You have to know classical singing to understand this term. Jerry Hadley was a light lyric tenor. He studied for a long time with a teacher who “beefed up” his sound until it had more “heft”. Mirella Freni started her career singing Susanna and ended it singing Elisabeth in “Don Carlo”…….some change! Both of these singers made these changes gradually, over a period of years, and ended up singing well as they grew older. There are many examples of singers whose voices gradually got sturdier or fuller or more capable of sustaining sound at a loud volume for longer periods of time who move from one “fach” to another, or, (for those who don’t know this world), from one kind of singing to another. They sing one kind of operatic role in various works but finally move into another one. Rarely does a voice get lighter throughout a career (although it can go higher or lower).
Most people who survive singing loudly for a long period of time without losing their vocal chops manage to develop the ability to sustain the sound without hurting the voice. We don’t know why some people can manage this and others can’t, but it probably has to do with anatomy and with the kind of singing and training (if any) for singing the person has.
There is something to be said for 10, 15, 20, or more years of doing something that produces a result which simply cannot be had in 5 years. A mature adult who has been doing anything for decades is simply not the same as someone who is in his 20s and has been singing as an adult for a brief period of time. The old (meaning centuries ago) teachers understood this and understood that taking on a really big, heavy role too soon could do things to the voice (that were not necessarily vocal health issues) that were hard to undo, functionally. Many a career has been ruined by singing material that was too taxing and demanding on a body that was too young to manage it well.

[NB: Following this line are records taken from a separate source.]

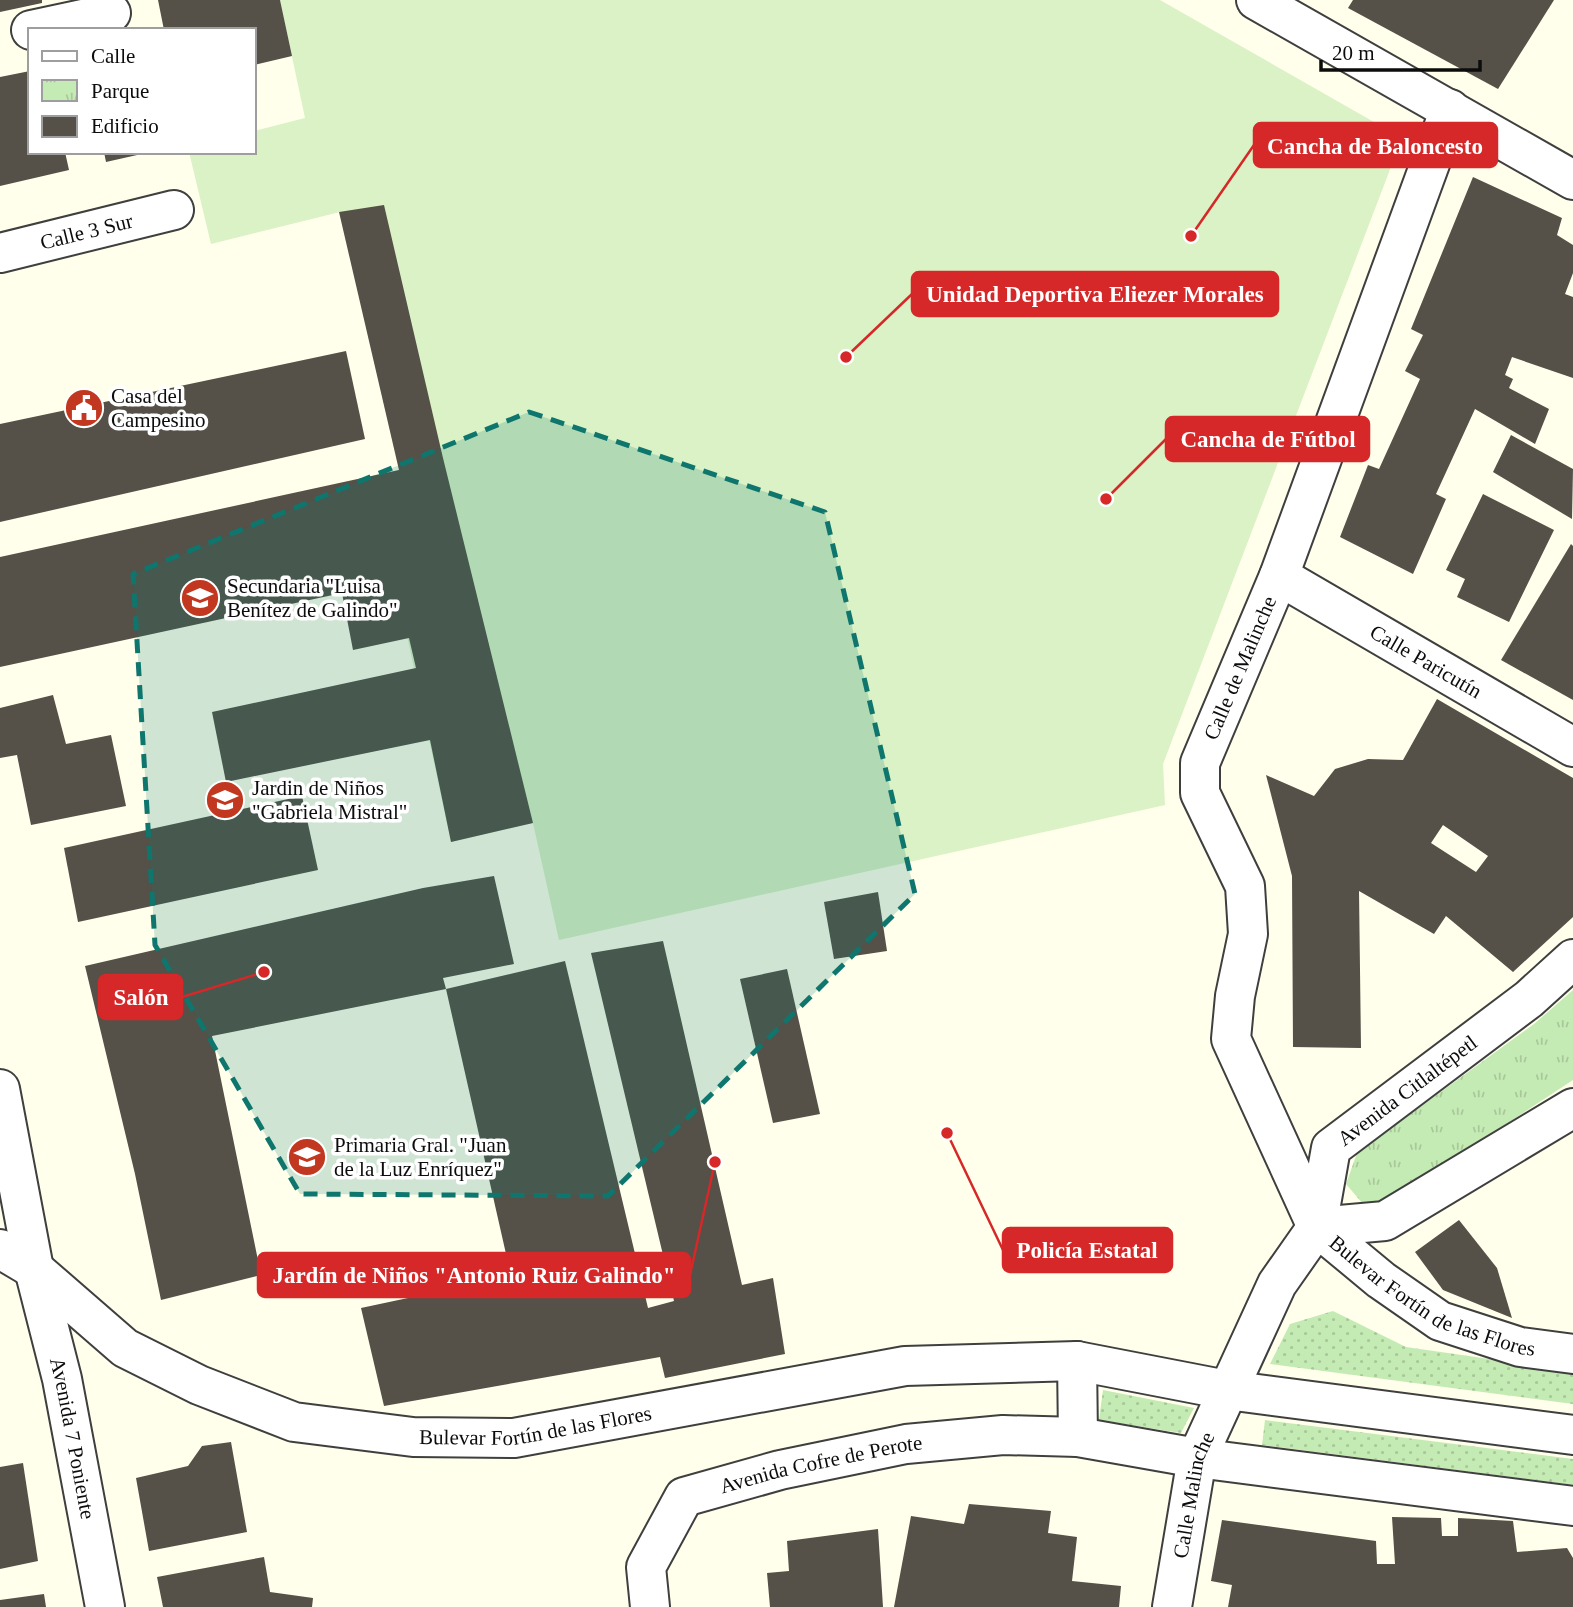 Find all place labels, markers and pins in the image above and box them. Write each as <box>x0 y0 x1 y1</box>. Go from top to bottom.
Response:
callout: Cancha de Baloncesto <box>1254 123 1497 167</box>
callout: Unidad Deportiva Eliezer Morales <box>912 272 1278 316</box>
place label: Casa del Campesino <box>111 384 206 432</box>
public building icon: Casa del Campesino <box>63 387 105 429</box>
callout: Cancha de Fútbol <box>1166 417 1369 461</box>
place label: Secundaria "Luisa Benítez de Galindo" <box>227 574 398 622</box>
school or university icon: Secundaria "Luisa Benítez de Galindo" <box>179 577 221 619</box>
place label: Jardin de Niños "Gabriela Mistral" <box>252 776 407 824</box>
school or university icon: Jardin de Niños "Gabriela Mistral" <box>204 779 246 821</box>
callout: Salón <box>99 975 182 1019</box>
place label: Primaria Gral. "Juan de la Luz Enríquez" <box>334 1133 507 1181</box>
school or university icon: Primaria Gral. "Juan de la Luz Enríquez" <box>286 1136 328 1178</box>
callout: Policía Estatal <box>1003 1228 1172 1272</box>
callout: Jardín de Niños "Antonio Ruiz Galindo" <box>258 1253 690 1297</box>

This is true in dance as well. Although 30 is old for a ballet dancer, the role of the Swan Queen in Swan Lake is not done by a very young dancer because it is so demanding. It takes enormous stamina to sustain that role. That’s also typical of the role of “Norma” in the opera of the same name. Only Rosa Ponselle was able to do it while young (28), but she took a year off to work on the role, during which time she sang nothing else. No one would do that today, but she did and she was not harmed by doing just that. When Laurence Olivier prepared to do “Othello” for the first time he took two full years to lower his voice by two steps so it would sound authentic rather than imitative. Imagine that — two years!
Why would people do this? Isn’t it foolish? Isn’t it a waste? Why not just change?
Because the voice doesn’t work that way and the body doesn’t either. Things in the body, like all things in nature, take the time they take. You don’t grow a garden in a week and you don’t develop the stamina or strength to do a marathon in a month. Singing is no different.
Yet, in the world of vocal training, few have an understanding of this and almost no one has any reference to in CCM material at all. Why should belting be an automatic thing? Shouting is immediate. Singing loudly in a sustained sound that is freely produced is not. It is not a natural activity unless you have a loud voice and you talk incessantly, and even then, that’s not a musical function, so it isn’t exactly the same.
The singers of the world should pay attention to and understand why the things that were observed many long years ago made sense and why they should not be thrown away blithely just because we live in a very different era today. Bodies may be quite different now than they were then but not THAT different. Going slowly worked then and it works now.